── EXERCISE INPUT ──

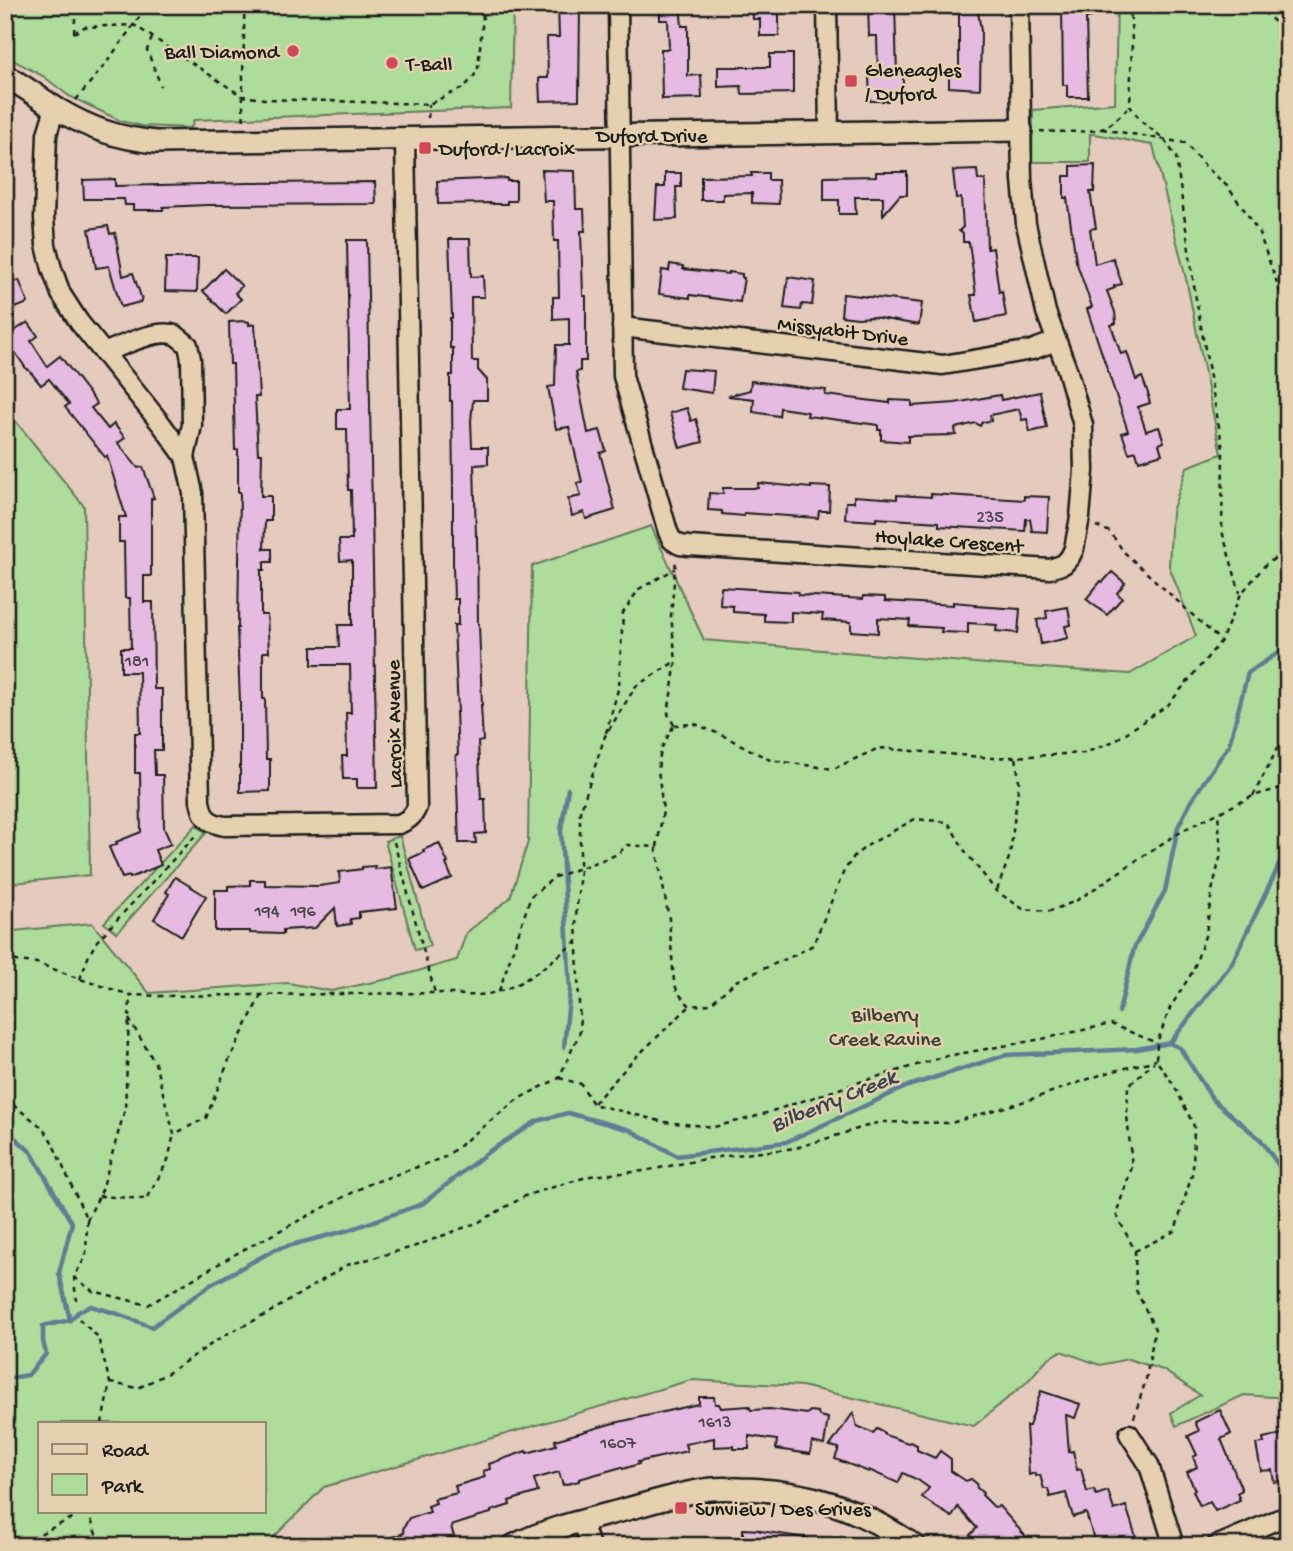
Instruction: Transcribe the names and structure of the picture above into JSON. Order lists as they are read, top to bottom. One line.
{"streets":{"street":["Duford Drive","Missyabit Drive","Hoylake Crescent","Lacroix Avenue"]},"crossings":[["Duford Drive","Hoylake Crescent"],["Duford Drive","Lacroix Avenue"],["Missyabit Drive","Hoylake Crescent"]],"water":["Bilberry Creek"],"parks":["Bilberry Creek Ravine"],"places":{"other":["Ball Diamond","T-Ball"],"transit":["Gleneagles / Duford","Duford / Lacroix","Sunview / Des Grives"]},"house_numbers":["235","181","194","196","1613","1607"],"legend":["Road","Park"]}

───
── EXERCISE INPUT ──

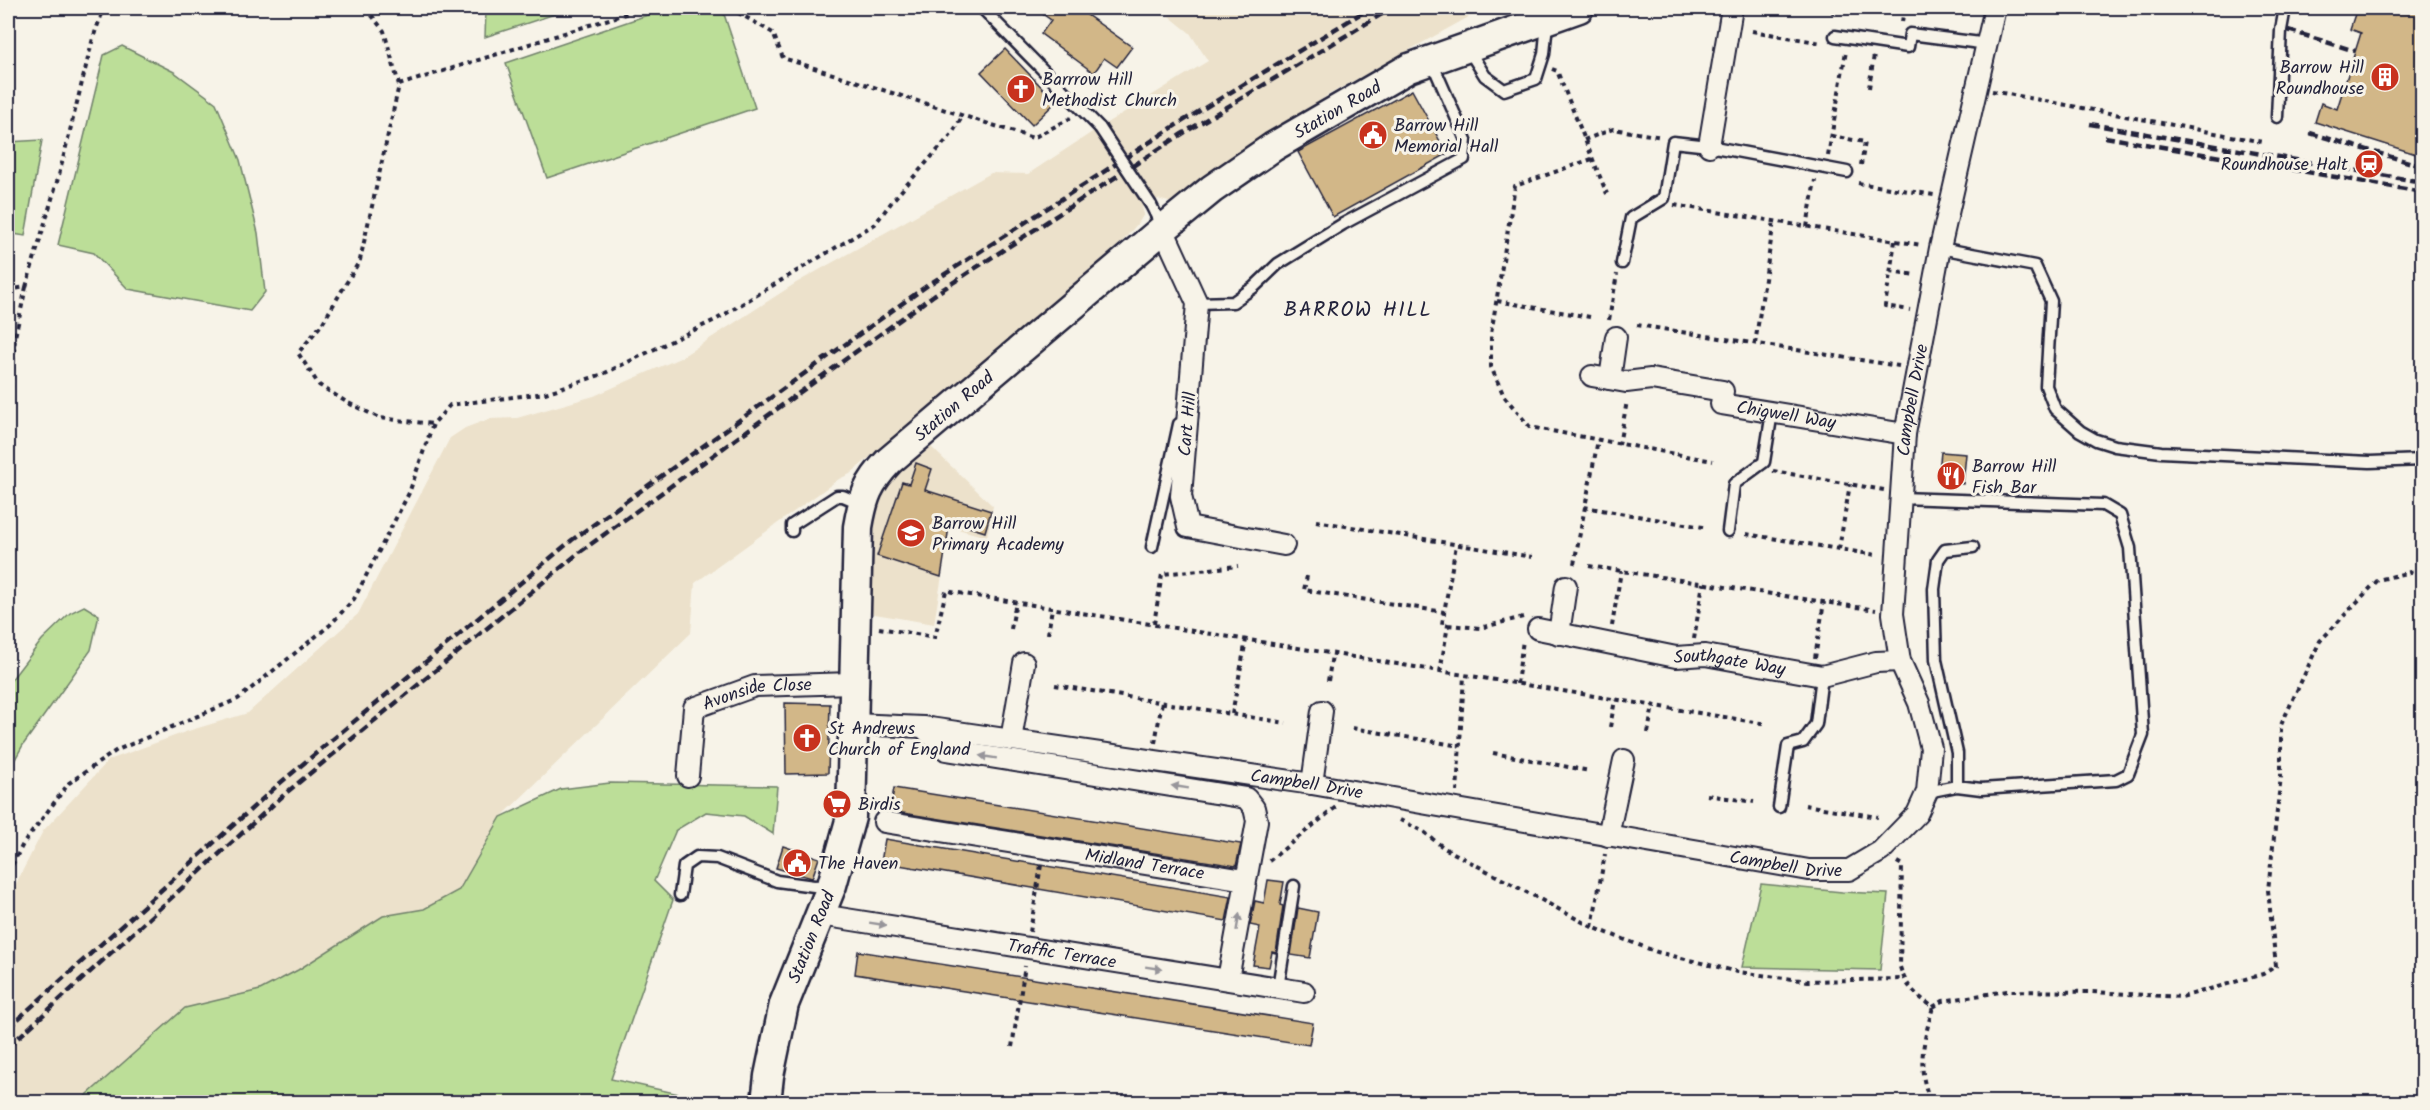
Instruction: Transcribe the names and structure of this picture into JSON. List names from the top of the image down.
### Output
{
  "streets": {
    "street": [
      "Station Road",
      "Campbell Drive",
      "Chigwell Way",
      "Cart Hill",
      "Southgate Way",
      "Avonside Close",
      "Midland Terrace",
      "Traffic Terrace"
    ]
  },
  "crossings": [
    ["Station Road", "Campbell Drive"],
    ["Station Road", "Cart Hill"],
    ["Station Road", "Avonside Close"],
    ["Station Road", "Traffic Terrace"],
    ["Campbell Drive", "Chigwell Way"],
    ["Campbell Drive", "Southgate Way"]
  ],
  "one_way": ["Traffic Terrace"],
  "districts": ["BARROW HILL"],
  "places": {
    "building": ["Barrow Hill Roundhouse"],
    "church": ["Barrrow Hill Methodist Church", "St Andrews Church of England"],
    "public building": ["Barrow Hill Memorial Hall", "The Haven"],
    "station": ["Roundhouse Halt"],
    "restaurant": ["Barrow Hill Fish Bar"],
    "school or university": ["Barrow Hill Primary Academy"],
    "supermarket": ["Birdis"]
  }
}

───
── EXERCISE INPUT ──

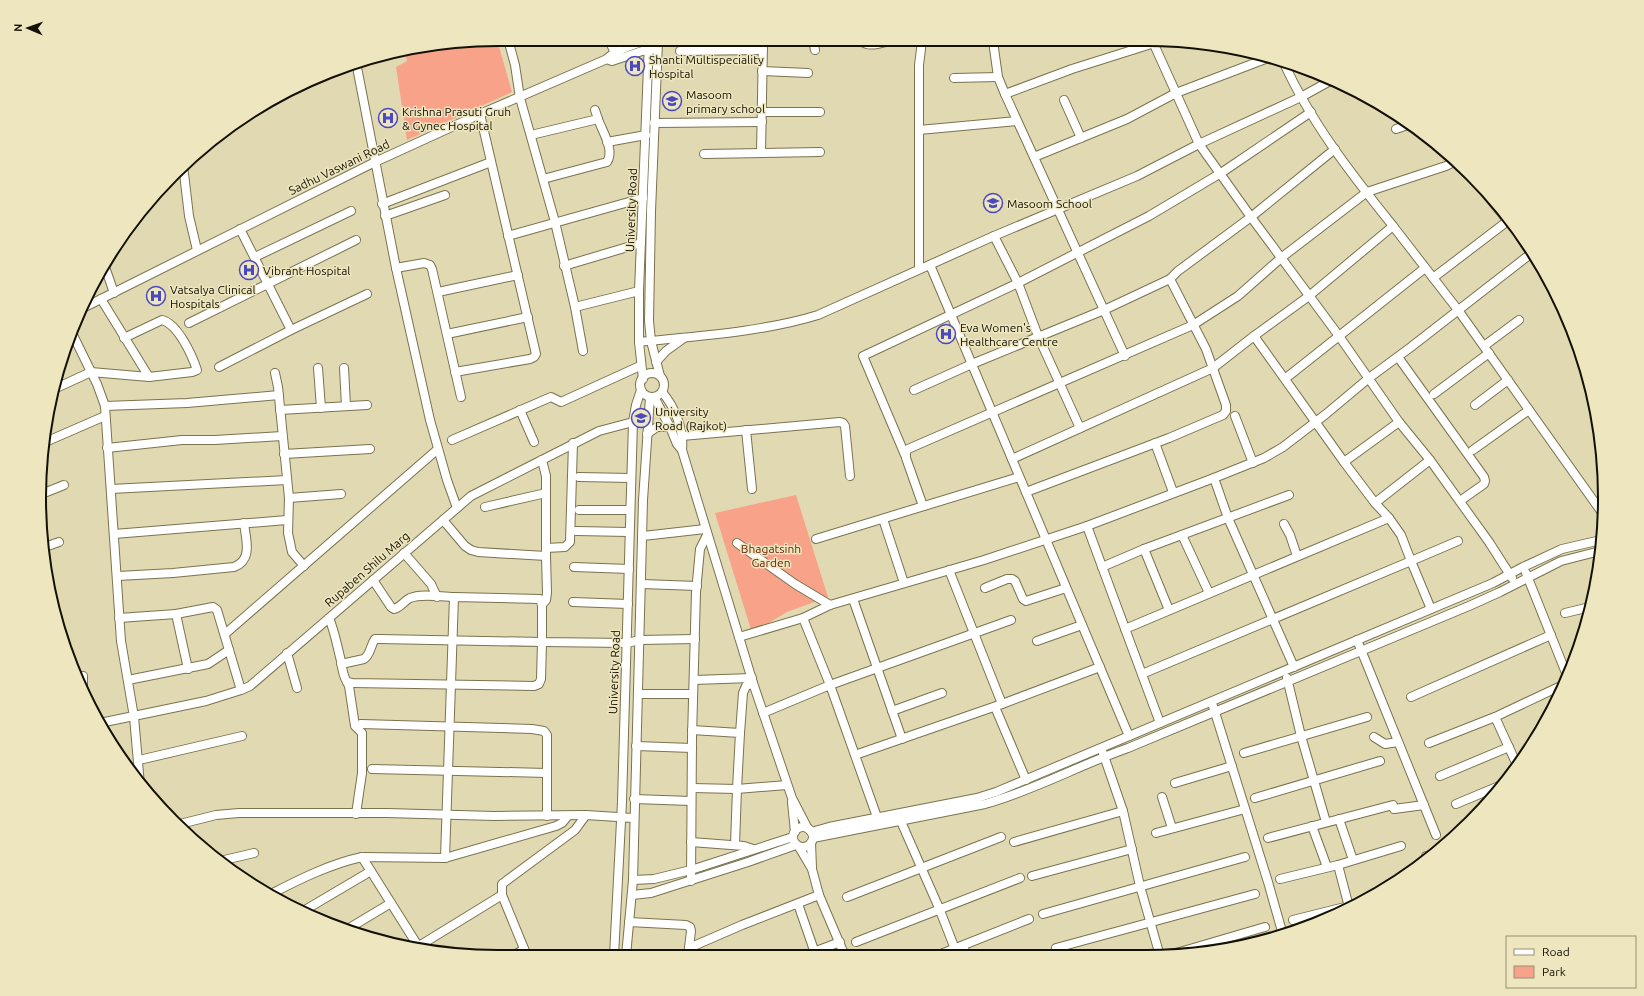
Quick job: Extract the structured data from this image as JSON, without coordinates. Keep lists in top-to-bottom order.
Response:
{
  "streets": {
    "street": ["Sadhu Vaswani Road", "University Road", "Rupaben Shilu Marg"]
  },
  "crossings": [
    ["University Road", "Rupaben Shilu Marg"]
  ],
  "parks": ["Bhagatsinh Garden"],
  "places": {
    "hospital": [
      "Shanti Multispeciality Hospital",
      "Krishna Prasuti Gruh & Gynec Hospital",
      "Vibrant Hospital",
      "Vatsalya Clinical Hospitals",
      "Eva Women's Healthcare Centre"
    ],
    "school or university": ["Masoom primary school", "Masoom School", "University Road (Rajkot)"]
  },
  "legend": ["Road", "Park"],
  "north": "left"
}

───

ASSIGNMENT: Wherever the word "this" appears in the entries above, copy that line.

EXPECTED OUTPUT:
Instruction: Transcribe the names and structure of this picture into JSON. List names from the top of the image down.
Quick job: Extract the structured data from this image as JSON, without coordinates. Keep lists in top-to-bottom order.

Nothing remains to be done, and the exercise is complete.